Problem :: Restate every record word for word, without the pictures.

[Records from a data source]
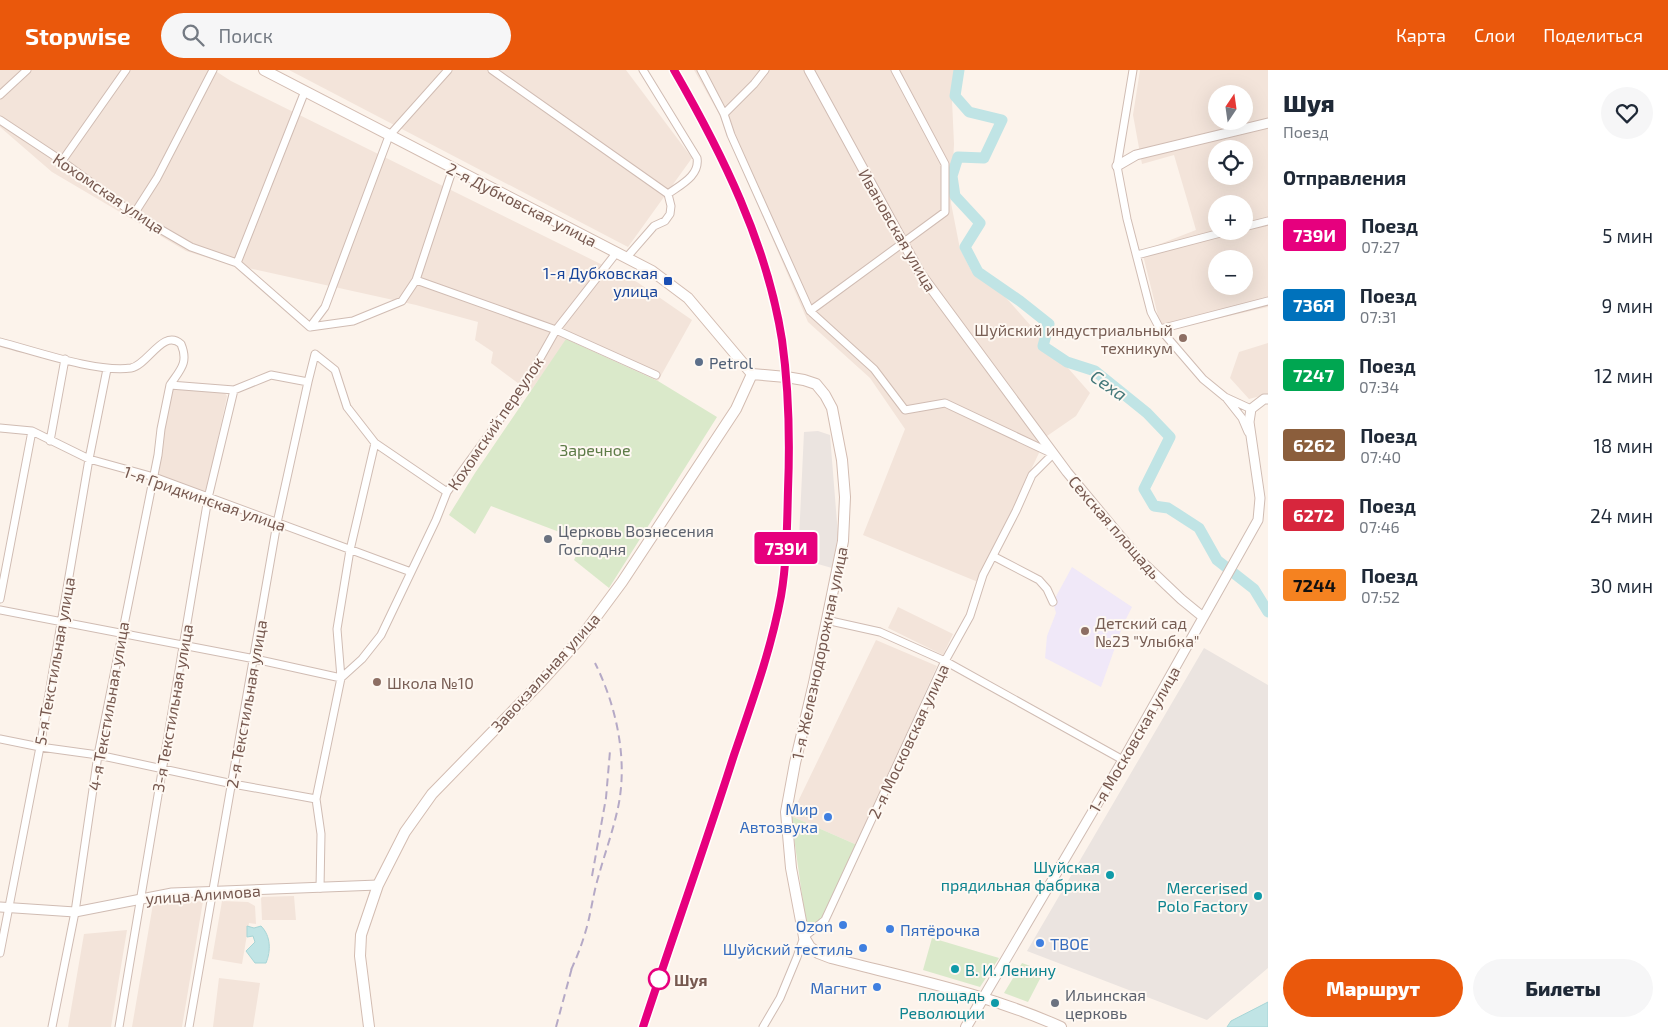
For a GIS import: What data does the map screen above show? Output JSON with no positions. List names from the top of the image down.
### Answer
{
  "streets": {
    "main road": [
      "2-я Дубковская улица",
      "1-я Железнодорожная улица",
      "Завокзальная улица",
      "1-я Московская улица"
    ],
    "street": [
      "Кохомская улица",
      "Ивановская улица",
      "Кохомский переулок",
      "1-я Гридкинская улица",
      "Сехская площадь",
      "5-я Текстильная улица",
      "2-я Текстильная улица",
      "4-я Текстильная улица",
      "3-я Текстильная улица",
      "2-я Московская улица",
      "улица Алимова"
    ]
  },
  "crossings": [
    ["2-я Дубковская улица", "Кохомский переулок"],
    ["2-я Дубковская улица", "1-я Железнодорожная улица"],
    ["2-я Дубковская улица", "Завокзальная улица"],
    ["Ивановская улица", "Сехская площадь"],
    ["Ивановская улица", "2-я Московская улица"],
    ["Кохомский переулок", "1-я Гридкинская улица"],
    ["1-я Гридкинская улица", "5-я Текстильная улица"],
    ["1-я Гридкинская улица", "2-я Текстильная улица"],
    ["1-я Гридкинская улица", "4-я Текстильная улица"],
    ["1-я Гридкинская улица", "3-я Текстильная улица"],
    ["Сехская площадь", "1-я Московская улица"],
    ["Сехская площадь", "2-я Московская улица"],
    ["1-я Железнодорожная улица", "Завокзальная улица"],
    ["1-я Железнодорожная улица", "2-я Московская улица"],
    ["5-я Текстильная улица", "4-я Текстильная улица"],
    ["5-я Текстильная улица", "улица Алимова"],
    ["Завокзальная улица", "улица Алимова"],
    ["2-я Текстильная улица", "улица Алимова"],
    ["4-я Текстильная улица", "улица Алимова"],
    ["3-я Текстильная улица", "улица Алимова"]
  ],
  "water": ["Сеха"],
  "parks": ["Заречное"],
  "places": {
    "transit": ["1-я Дубковская улица"],
    "other": [
      "Шуйский индустриальный техникум",
      "Petrol",
      "Церковь Вознесения Господня",
      "Детский сад №23 \"Улыбка\"",
      "Школа №10",
      "Мир Автозвука",
      "Шуйская прядильная фабрика",
      "Mercerised Polo Factory",
      "Ozon",
      "Пятёрочка",
      "ТВОЕ",
      "Шуйский тестиль",
      "В. И. Ленину",
      "Шуя",
      "Магнит",
      "площадь Революции",
      "Ильинская церковь"
    ]
  },
  "north": "top",
  "page": {
    "header": "Stopwise",
    "search": "Поиск",
    "nav": ["Карта", "Слои", "Поделиться"],
    "on_map": "739И",
    "heading": [
      ["Шуя", "Поезд"],
      "Отправления"
    ],
    "map_buttons": ["+", "−"],
    "list": [
      {
        "mark": "739И",
        "name": "Поезд",
        "note": "07:27",
        "value": "5 мин"
      },
      {
        "mark": "736Я",
        "name": "Поезд",
        "note": "07:31",
        "value": "9 мин"
      },
      {
        "mark": "7247",
        "name": "Поезд",
        "note": "07:34",
        "value": "12 мин"
      },
      {
        "mark": "6262",
        "name": "Поезд",
        "note": "07:40",
        "value": "18 мин"
      },
      {
        "mark": "6272",
        "name": "Поезд",
        "note": "07:46",
        "value": "24 мин"
      },
      {
        "mark": "7244",
        "name": "Поезд",
        "note": "07:52",
        "value": "30 мин"
      }
    ],
    "buttons": ["Маршрут", "Билеты"]
  }
}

Answer ::
For a GIS import: What data does the map screen above show? Output JSON with no positions. List names from the top of the image down.
### Answer
{
  "streets": {
    "main road": [
      "2-я Дубковская улица",
      "1-я Железнодорожная улица",
      "Завокзальная улица",
      "1-я Московская улица"
    ],
    "street": [
      "Кохомская улица",
      "Ивановская улица",
      "Кохомский переулок",
      "1-я Гридкинская улица",
      "Сехская площадь",
      "5-я Текстильная улица",
      "2-я Текстильная улица",
      "4-я Текстильная улица",
      "3-я Текстильная улица",
      "2-я Московская улица",
      "улица Алимова"
    ]
  },
  "crossings": [
    ["2-я Дубковская улица", "Кохомский переулок"],
    ["2-я Дубковская улица", "1-я Железнодорожная улица"],
    ["2-я Дубковская улица", "Завокзальная улица"],
    ["Ивановская улица", "Сехская площадь"],
    ["Ивановская улица", "2-я Московская улица"],
    ["Кохомский переулок", "1-я Гридкинская улица"],
    ["1-я Гридкинская улица", "5-я Текстильная улица"],
    ["1-я Гридкинская улица", "2-я Текстильная улица"],
    ["1-я Гридкинская улица", "4-я Текстильная улица"],
    ["1-я Гридкинская улица", "3-я Текстильная улица"],
    ["Сехская площадь", "1-я Московская улица"],
    ["Сехская площадь", "2-я Московская улица"],
    ["1-я Железнодорожная улица", "Завокзальная улица"],
    ["1-я Железнодорожная улица", "2-я Московская улица"],
    ["5-я Текстильная улица", "4-я Текстильная улица"],
    ["5-я Текстильная улица", "улица Алимова"],
    ["Завокзальная улица", "улица Алимова"],
    ["2-я Текстильная улица", "улица Алимова"],
    ["4-я Текстильная улица", "улица Алимова"],
    ["3-я Текстильная улица", "улица Алимова"]
  ],
  "water": ["Сеха"],
  "parks": ["Заречное"],
  "places": {
    "transit": ["1-я Дубковская улица"],
    "other": [
      "Шуйский индустриальный техникум",
      "Petrol",
      "Церковь Вознесения Господня",
      "Детский сад №23 \"Улыбка\"",
      "Школа №10",
      "Мир Автозвука",
      "Шуйская прядильная фабрика",
      "Mercerised Polo Factory",
      "Ozon",
      "Пятёрочка",
      "ТВОЕ",
      "Шуйский тестиль",
      "В. И. Ленину",
      "Шуя",
      "Магнит",
      "площадь Революции",
      "Ильинская церковь"
    ]
  },
  "north": "top",
  "page": {
    "header": "Stopwise",
    "search": "Поиск",
    "nav": ["Карта", "Слои", "Поделиться"],
    "on_map": "739И",
    "heading": [
      ["Шуя", "Поезд"],
      "Отправления"
    ],
    "map_buttons": ["+", "−"],
    "list": [
      {
        "mark": "739И",
        "name": "Поезд",
        "note": "07:27",
        "value": "5 мин"
      },
      {
        "mark": "736Я",
        "name": "Поезд",
        "note": "07:31",
        "value": "9 мин"
      },
      {
        "mark": "7247",
        "name": "Поезд",
        "note": "07:34",
        "value": "12 мин"
      },
      {
        "mark": "6262",
        "name": "Поезд",
        "note": "07:40",
        "value": "18 мин"
      },
      {
        "mark": "6272",
        "name": "Поезд",
        "note": "07:46",
        "value": "24 мин"
      },
      {
        "mark": "7244",
        "name": "Поезд",
        "note": "07:52",
        "value": "30 мин"
      }
    ],
    "buttons": ["Маршрут", "Билеты"]
  }
}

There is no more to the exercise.